** Opening Available data block **

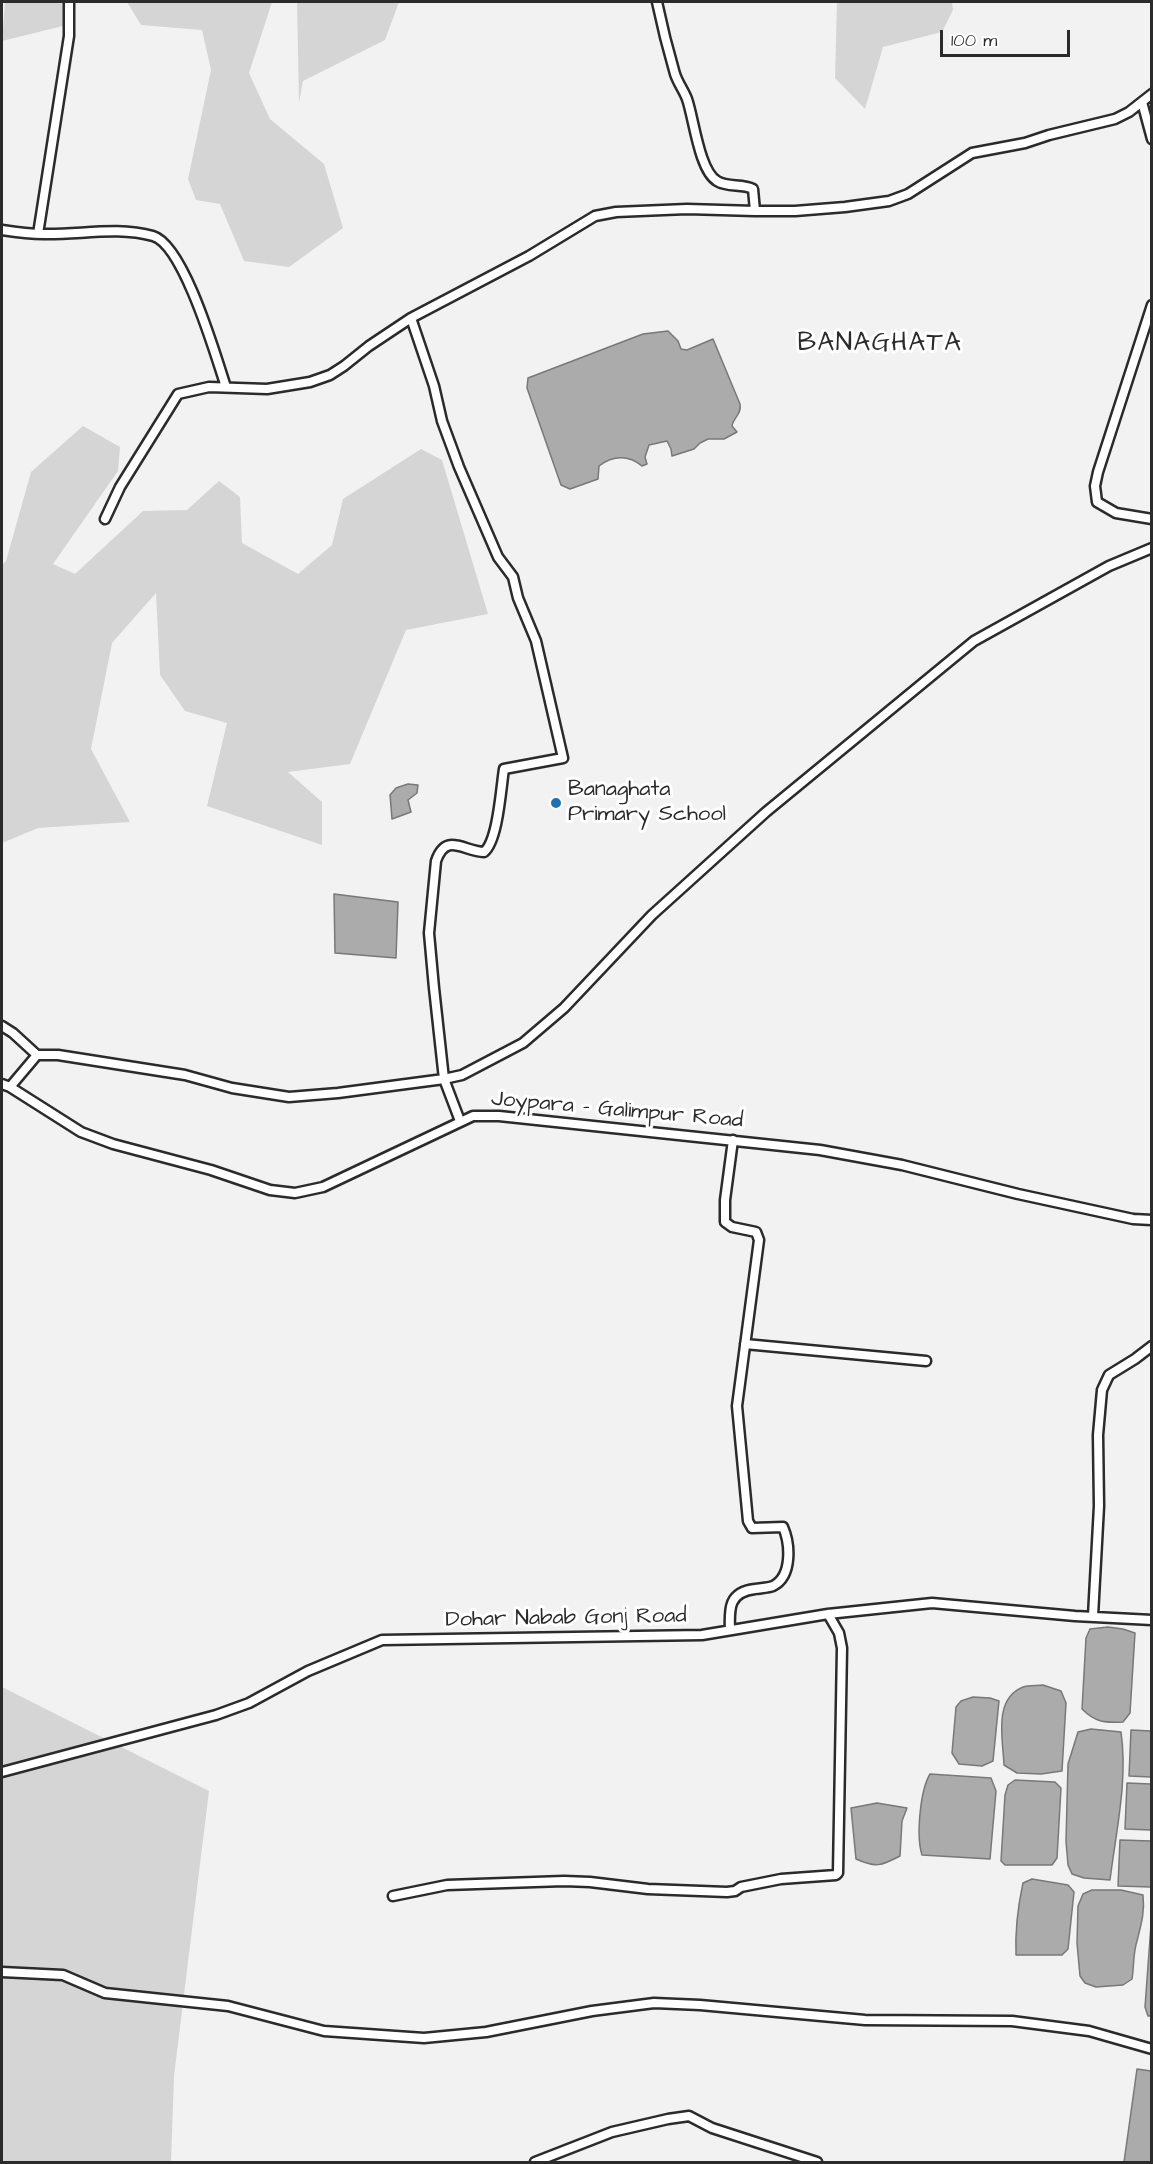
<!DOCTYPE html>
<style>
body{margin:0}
#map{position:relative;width:1153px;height:2164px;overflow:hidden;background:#f2f2f2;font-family:"Architects Daughter",sans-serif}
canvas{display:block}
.frame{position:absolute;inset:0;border:3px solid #2b2b2b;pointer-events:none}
.scale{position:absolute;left:940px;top:30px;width:130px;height:27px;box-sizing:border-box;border:3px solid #2b2b2b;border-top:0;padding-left:8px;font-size:18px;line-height:21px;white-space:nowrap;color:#2b2b2b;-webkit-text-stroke:4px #fff;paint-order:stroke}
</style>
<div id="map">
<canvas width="1153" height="2164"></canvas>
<div class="frame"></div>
<div class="scale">100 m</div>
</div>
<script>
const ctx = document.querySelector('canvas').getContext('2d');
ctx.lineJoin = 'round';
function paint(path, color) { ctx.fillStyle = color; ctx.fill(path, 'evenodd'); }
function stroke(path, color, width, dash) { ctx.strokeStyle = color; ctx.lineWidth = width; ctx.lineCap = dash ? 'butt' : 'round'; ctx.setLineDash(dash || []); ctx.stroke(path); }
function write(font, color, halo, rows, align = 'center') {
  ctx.font = font + ' "Architects Daughter",sans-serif'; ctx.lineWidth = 6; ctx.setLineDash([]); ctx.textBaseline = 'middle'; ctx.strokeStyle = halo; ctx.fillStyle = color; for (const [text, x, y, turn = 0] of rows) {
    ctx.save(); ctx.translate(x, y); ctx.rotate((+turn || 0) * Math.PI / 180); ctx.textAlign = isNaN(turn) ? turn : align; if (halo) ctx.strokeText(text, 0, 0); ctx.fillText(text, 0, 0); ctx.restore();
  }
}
const green = new Path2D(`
 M5,2H67L63,26L2,41Z
 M127,2H272L249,73L270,119L324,164L343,228L289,267L244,261L220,204L196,200L188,179L211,70L202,30L141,25Z
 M297,2H399L385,40L303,81L299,103Z
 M837,2H952L953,10L942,32L883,47L865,109L835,78Z
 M83,426L120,447L118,471L53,564L75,574L143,511L187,510L219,481L240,497L242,543L298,574L332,545L343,499L421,449L442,460L488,614L406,630L350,764L288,772L322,802V845L207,806L227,723L185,711L160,675L156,593L112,643L91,749L130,822L38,828L2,843V565L6,561L31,472Z
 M2,1687L209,1791L174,2076L171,2162H2Z`);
const water = new Path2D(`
 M668,331L678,341L681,349L687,350L713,339L740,404C742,414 733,418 732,426L737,432L724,439H708L700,443L694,449L672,456L671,449L667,441L649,445L645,457L647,464L642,466C629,455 613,455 599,466L598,479L570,489L561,485L527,388L528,378L643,334Z
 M408,784L418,785L417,793L408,800L411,812L392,819L390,795L396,788Z
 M334,894L398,902L396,958L335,953Z
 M1108,1627L1123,1629L1135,1633L1130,1713L1123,1722C1104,1723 1095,1722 1082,1709L1086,1638L1090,1629Z
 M1043,1685L1061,1691L1066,1703L1062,1771L1041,1774L1017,1773L1004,1765C1003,1739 993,1699 1023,1687C1029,1685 1037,1686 1043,1685Z
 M973,1697L990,1698L999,1701L993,1761L982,1766L959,1764L952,1753L956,1707L961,1701Z
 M1091,1729L1121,1732C1128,1781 1116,1831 1110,1880L1084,1878L1072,1874L1068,1865L1066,1841L1068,1764L1078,1732Z
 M1131,1730L1151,1731V1777L1129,1776Z
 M930,1774L991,1778L996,1791L990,1859L922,1855C916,1836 920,1791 930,1774Z
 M1015,1780L1055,1782L1061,1788L1057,1858L1052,1865H1005L1001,1861L1005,1795L1008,1785Z
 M1127,1783L1151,1784V1830L1125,1829Z
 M877,1803L907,1808L902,1821L900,1856C881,1866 876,1868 856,1859L851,1808Z
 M1120,1840L1151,1841V1887L1118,1886Z
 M1032,1879L1068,1885L1074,1892L1068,1949L1062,1955H1016C1015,1930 1018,1906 1023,1883Z
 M1092,1890H1121L1143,1895C1145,1912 1141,1925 1137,1941C1133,1953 1134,1967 1132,1979L1123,1985L1096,1987L1085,1983L1080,1976L1077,1943L1078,1906L1083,1894Z
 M1151,1925L1152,2016H1148L1145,2007Z
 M1137,2069L1151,2071V2162H1124Z`);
const street = new Path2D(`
 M657,2C662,26 668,50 675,74C678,83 684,91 687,99C694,119 699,170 717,181C728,188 742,183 753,189L755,211
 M1142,102L1152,139
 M2,230C15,232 29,234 43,234C80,235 117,226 153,236C184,245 216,357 226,387
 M38,234L69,36V2
 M1152,305L1098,472L1095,486L1097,502L1116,513L1152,519
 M105,519L120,487L178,394L209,387L267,389L310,382L330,375L344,366L369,346L411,318
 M2,1026L13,1033L37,1055
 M2,1084L10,1087L81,1132L113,1144L211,1170L270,1190L295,1193L323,1187L473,1116H499L820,1150L902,1165L1018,1194L1133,1219L1152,1220
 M10,1087L37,1055H58L185,1075L232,1088L289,1097L338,1093L444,1079L462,1075L523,1043L564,1008L652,915L766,812L974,641L1109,566L1152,548
 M460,1121L444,1079L434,988L429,933L436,861C446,832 463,851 484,852C498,841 501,788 504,769L563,758L536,641L518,598L513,577L498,557L459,467L442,421L434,386L411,318L529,256L595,216L616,212L687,209L755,211H795L845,207L889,201L908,194L972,153L1025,143L1049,135L1115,119L1129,112L1152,94
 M745,1344L926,1361
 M1093,1616L1099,1506L1098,1435L1102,1390L1109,1375L1135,1359L1152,1346
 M730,1630C729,1608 729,1592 755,1589C760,1588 768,1588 773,1586C793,1576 790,1543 783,1527L752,1528L748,1521L737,1406L759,1240L756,1232L732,1227L725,1222V1200L733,1140
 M2,1772L216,1715L249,1703L308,1671L382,1640L702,1635L828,1614L932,1603L1075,1616L1152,1620
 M393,1896L447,1885L564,1881L590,1882L648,1889L727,1892L735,1891L741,1887L781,1879L836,1875L838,1873L842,1648L839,1633L828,1614
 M2,1972L63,1975L105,1993L228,2006L324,2031L424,2038L486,2032L592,2011L654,2003L700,2005L865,2020L1012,2021L1089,2031L1152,2049
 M535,2162L612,2132L668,2119L689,2116L712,2128L817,2162`);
const markers = [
 [556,803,6,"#1f6fb2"]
];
const poiNames = [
 ["Banaghata",568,790],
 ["Primary School",568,815]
];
const streetNames = [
 ["Joypara - Galimpur Road",617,1111,5],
 ["Dohar Nabab Gonj Road",566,1619,-1]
];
const quarterNames = [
 ["BANAGHATA",880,345]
];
paint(green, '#d5d5d5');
paint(water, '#ababab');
stroke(water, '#787878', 1.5);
stroke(street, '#2b2b2b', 13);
stroke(street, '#fff', 8);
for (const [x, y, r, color] of markers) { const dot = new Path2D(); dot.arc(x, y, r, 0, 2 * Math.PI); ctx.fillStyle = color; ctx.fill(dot); stroke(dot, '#fff', 2); }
write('22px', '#2b2b2b', '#fff', poiNames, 'left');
write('22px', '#2b2b2b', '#fff', streetNames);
ctx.letterSpacing = '1.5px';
write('26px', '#2b2b2b', '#fff', quarterNames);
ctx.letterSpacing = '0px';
</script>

** Closing Available data block **

● **Brief**: Among the lines above, find the ones containing "function" and copy them.

● **Your solution**:
function paint(path, color) { ctx.fillStyle = color; ctx.fill(path, 'evenodd'); }
function stroke(path, color, width, dash) { ctx.strokeStyle = color; ctx.lineWidth = width; ctx.lineCap = dash ? 'butt' : 'round'; ctx.setLineDash(dash || []); ctx.stroke(path); }
function write(font, color, halo, rows, align = 'center') {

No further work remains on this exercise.